## Aim of the exercise
If "roads" shows up in a line of the material, return that line.

## Records to process
[Start of section]

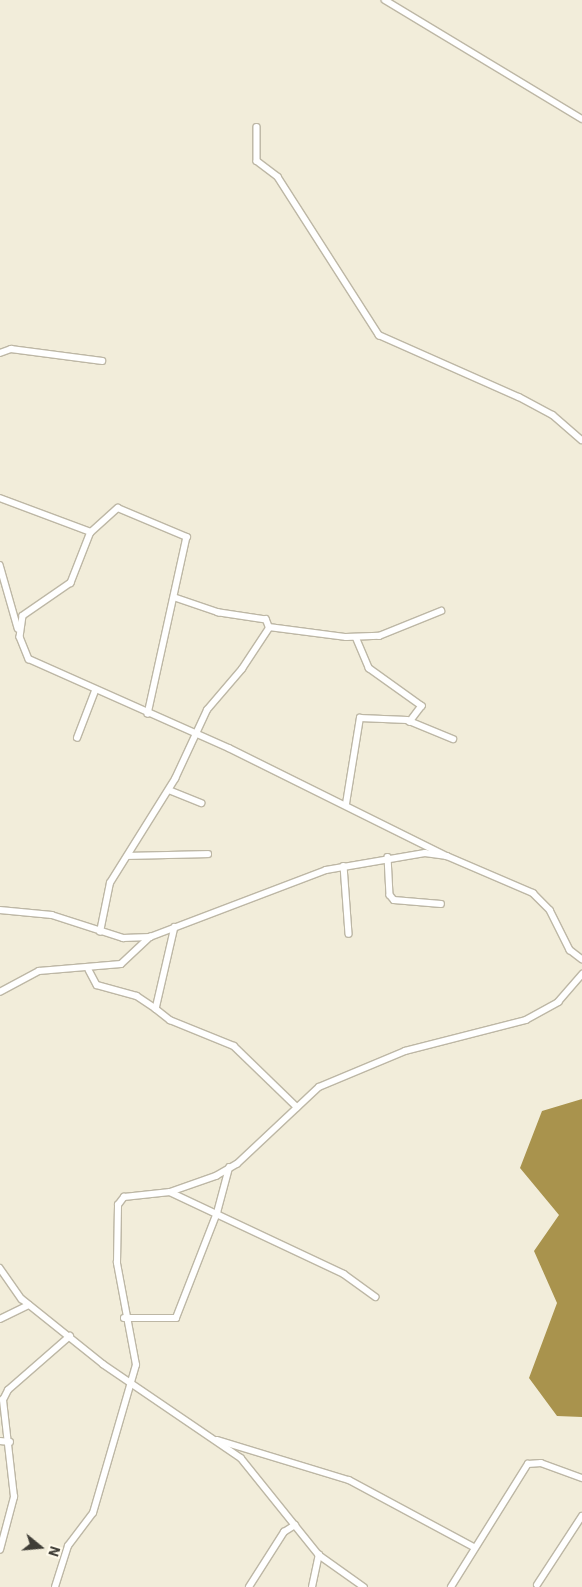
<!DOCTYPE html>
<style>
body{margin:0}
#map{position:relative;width:582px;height:1587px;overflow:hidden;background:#f2edda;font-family:"IBM Plex Sans",sans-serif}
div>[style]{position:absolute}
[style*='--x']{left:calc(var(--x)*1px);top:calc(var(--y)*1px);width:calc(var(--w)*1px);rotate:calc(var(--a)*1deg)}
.water>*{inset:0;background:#a9934d}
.roads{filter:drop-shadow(1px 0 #bdb7a5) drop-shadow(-1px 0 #bdb7a5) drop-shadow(0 1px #bdb7a5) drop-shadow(0 -1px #bdb7a5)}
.street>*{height:5.5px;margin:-2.75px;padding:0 2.75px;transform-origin:2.75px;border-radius:2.75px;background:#fff}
span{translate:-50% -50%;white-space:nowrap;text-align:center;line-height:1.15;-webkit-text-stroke:4px #fffaeb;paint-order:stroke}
.north{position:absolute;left:15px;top:1522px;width:50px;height:50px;-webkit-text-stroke:4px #fffaeb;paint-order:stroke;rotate:107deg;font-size:14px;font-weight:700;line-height:20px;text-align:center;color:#3f3d36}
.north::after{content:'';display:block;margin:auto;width:18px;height:22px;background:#3f3d36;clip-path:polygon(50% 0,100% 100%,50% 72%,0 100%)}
</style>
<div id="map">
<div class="water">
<div style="clip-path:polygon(582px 1099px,582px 1417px,557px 1416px,529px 1378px,557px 1303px,534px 1251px,559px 1215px,520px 1168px,542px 1111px)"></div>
</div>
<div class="roads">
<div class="street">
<div style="--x:385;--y:0;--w:230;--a:31.1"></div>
<div style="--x:257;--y:127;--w:34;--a:90"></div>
<div style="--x:257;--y:161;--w:26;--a:37"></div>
<div style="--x:278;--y:177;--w:188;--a:57.4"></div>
<div style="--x:379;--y:335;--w:153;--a:23.9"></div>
<div style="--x:519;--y:397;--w:38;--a:28"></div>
<div style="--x:553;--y:415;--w:38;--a:41"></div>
<div style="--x:0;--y:353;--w:12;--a:-20"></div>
<div style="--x:11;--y:349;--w:92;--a:7.5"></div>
<div style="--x:0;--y:498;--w:97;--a:20.5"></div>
<div style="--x:91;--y:532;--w:55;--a:111.4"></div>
<div style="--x:71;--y:583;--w:58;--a:145.5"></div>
<div style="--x:23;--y:616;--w:21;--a:98"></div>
<div style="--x:20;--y:637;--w:24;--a:68"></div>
<div style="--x:29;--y:659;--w:219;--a:24"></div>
<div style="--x:229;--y:748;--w:243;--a:26.4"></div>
<div style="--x:91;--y:532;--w:36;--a:-42"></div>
<div style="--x:118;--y:508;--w:75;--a:22.8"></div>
<div style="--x:187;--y:537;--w:181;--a:102.4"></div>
<div style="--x:0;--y:565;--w:66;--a:74.1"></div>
<div style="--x:269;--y:627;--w:78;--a:7.4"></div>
<div style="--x:346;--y:637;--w:33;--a:-2"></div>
<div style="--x:379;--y:636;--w:67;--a:-22"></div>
<div style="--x:356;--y:637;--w:34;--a:67"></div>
<div style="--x:369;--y:668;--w:65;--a:35.6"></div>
<div style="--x:422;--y:706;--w:20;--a:127"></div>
<div style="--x:77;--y:738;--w:50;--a:-69"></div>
<div style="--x:169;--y:790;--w:35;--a:22"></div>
<div style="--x:346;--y:804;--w:87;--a:-80.8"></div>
<div style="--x:360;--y:718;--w:47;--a:2.4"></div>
<div style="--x:407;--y:720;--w:50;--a:22.4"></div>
<div style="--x:128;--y:856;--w:80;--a:-1.4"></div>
<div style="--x:388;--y:857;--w:38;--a:87"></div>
<div style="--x:390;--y:895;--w:6;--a:51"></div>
<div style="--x:394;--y:900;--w:47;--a:4.9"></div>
<div style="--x:344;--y:866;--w:68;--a:85.8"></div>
<div style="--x:0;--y:910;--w:52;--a:5.5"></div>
<div style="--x:52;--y:915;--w:75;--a:17.9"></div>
<div style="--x:123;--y:938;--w:27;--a:-2"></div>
<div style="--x:150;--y:937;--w:188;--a:-20.8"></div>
<div style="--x:326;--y:870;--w:100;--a:-9.7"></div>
<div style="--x:425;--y:853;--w:22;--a:8"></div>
<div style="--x:447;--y:856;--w:94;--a:23.3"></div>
<div style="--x:533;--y:893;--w:24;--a:45"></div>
<div style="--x:550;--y:910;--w:45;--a:63.4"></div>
<div style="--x:570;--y:950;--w:15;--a:37"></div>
<div style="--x:175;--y:927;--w:84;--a:103"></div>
<div style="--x:156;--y:1009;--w:18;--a:38"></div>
<div style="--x:170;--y:1020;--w:69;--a:22.1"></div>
<div style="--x:234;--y:1046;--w:88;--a:44.1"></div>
<div style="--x:100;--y:932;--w:50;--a:-78.5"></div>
<div style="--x:110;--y:883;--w:123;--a:-58"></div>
<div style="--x:175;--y:779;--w:76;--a:-65.1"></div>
<div style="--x:207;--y:710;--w:54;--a:-49.5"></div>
<div style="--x:242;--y:669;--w:49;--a:-56.6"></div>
<div style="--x:269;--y:628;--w:9;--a:-111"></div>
<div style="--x:266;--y:620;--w:48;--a:-171.5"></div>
<div style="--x:219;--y:613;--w:46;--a:-161.2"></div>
<div style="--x:89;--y:970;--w:17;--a:62"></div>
<div style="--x:97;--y:985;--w:41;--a:15.4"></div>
<div style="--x:137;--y:996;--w:23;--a:34"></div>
<div style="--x:0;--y:992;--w:44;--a:-28.3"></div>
<div style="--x:39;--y:971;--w:82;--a:-4.9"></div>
<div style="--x:121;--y:964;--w:40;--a:-43"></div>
<div style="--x:170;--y:1192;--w:192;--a:25.2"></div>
<div style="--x:344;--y:1274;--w:39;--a:36"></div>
<div style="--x:0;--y:1268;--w:38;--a:55"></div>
<div style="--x:22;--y:1299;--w:104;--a:38.7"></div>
<div style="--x:103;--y:1364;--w:167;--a:34.3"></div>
<div style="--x:241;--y:1458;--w:124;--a:51.2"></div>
<div style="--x:319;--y:1555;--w:55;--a:35.4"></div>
<div style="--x:124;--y:1318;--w:52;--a:0"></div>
<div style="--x:176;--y:1318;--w:113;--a:-68.7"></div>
<div style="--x:217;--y:1213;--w:47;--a:-75.1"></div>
<div style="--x:0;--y:1319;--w:32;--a:-26"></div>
<div style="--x:217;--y:1440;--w:138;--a:16.9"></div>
<div style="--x:349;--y:1480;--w:142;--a:28.2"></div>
<div style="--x:0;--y:1441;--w:10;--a:6"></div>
<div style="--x:0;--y:1550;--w:55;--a:-75.2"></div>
<div style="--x:14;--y:1497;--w:98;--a:-96.5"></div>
<div style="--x:3;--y:1400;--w:11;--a:-63"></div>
<div style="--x:8;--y:1390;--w:82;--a:-41.1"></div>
<div style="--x:537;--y:1585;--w:82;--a:-56.9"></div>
<div style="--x:55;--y:1587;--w:43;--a:-72.4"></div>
<div style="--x:68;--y:1546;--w:41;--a:-52.9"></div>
<div style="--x:93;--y:1513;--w:154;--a:-73.8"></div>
<div style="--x:136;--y:1365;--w:104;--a:-100.6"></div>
<div style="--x:117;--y:1263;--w:58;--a:-89"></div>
<div style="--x:118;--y:1205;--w:10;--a:-53"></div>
<div style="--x:124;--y:1197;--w:46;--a:-6.2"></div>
<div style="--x:170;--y:1192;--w:49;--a:-19.2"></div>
<div style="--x:216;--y:1176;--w:24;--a:-30"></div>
<div style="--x:237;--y:1164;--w:112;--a:-43.2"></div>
<div style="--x:319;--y:1087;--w:93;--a:-22.7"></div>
<div style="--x:405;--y:1051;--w:125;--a:-14.4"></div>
<div style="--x:526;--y:1020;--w:37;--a:-29"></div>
<div style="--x:558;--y:1002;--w:37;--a:-49"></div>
<div style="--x:249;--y:1587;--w:65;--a:-57.5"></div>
<div style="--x:284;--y:1532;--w:13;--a:-32"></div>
<div style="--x:312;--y:1587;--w:33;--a:-78"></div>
<div style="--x:451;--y:1587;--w:145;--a:-58"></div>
<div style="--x:528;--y:1464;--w:13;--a:-4"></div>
<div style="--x:541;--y:1463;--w:44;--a:20.1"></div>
</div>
</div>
<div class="north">N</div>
</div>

[End of section]

## Exercise response
.roads{filter:drop-shadow(1px 0 #bdb7a5) drop-shadow(-1px 0 #bdb7a5) drop-shadow(0 1px #bdb7a5) drop-shadow(0 -1px #bdb7a5)}
<div class="roads">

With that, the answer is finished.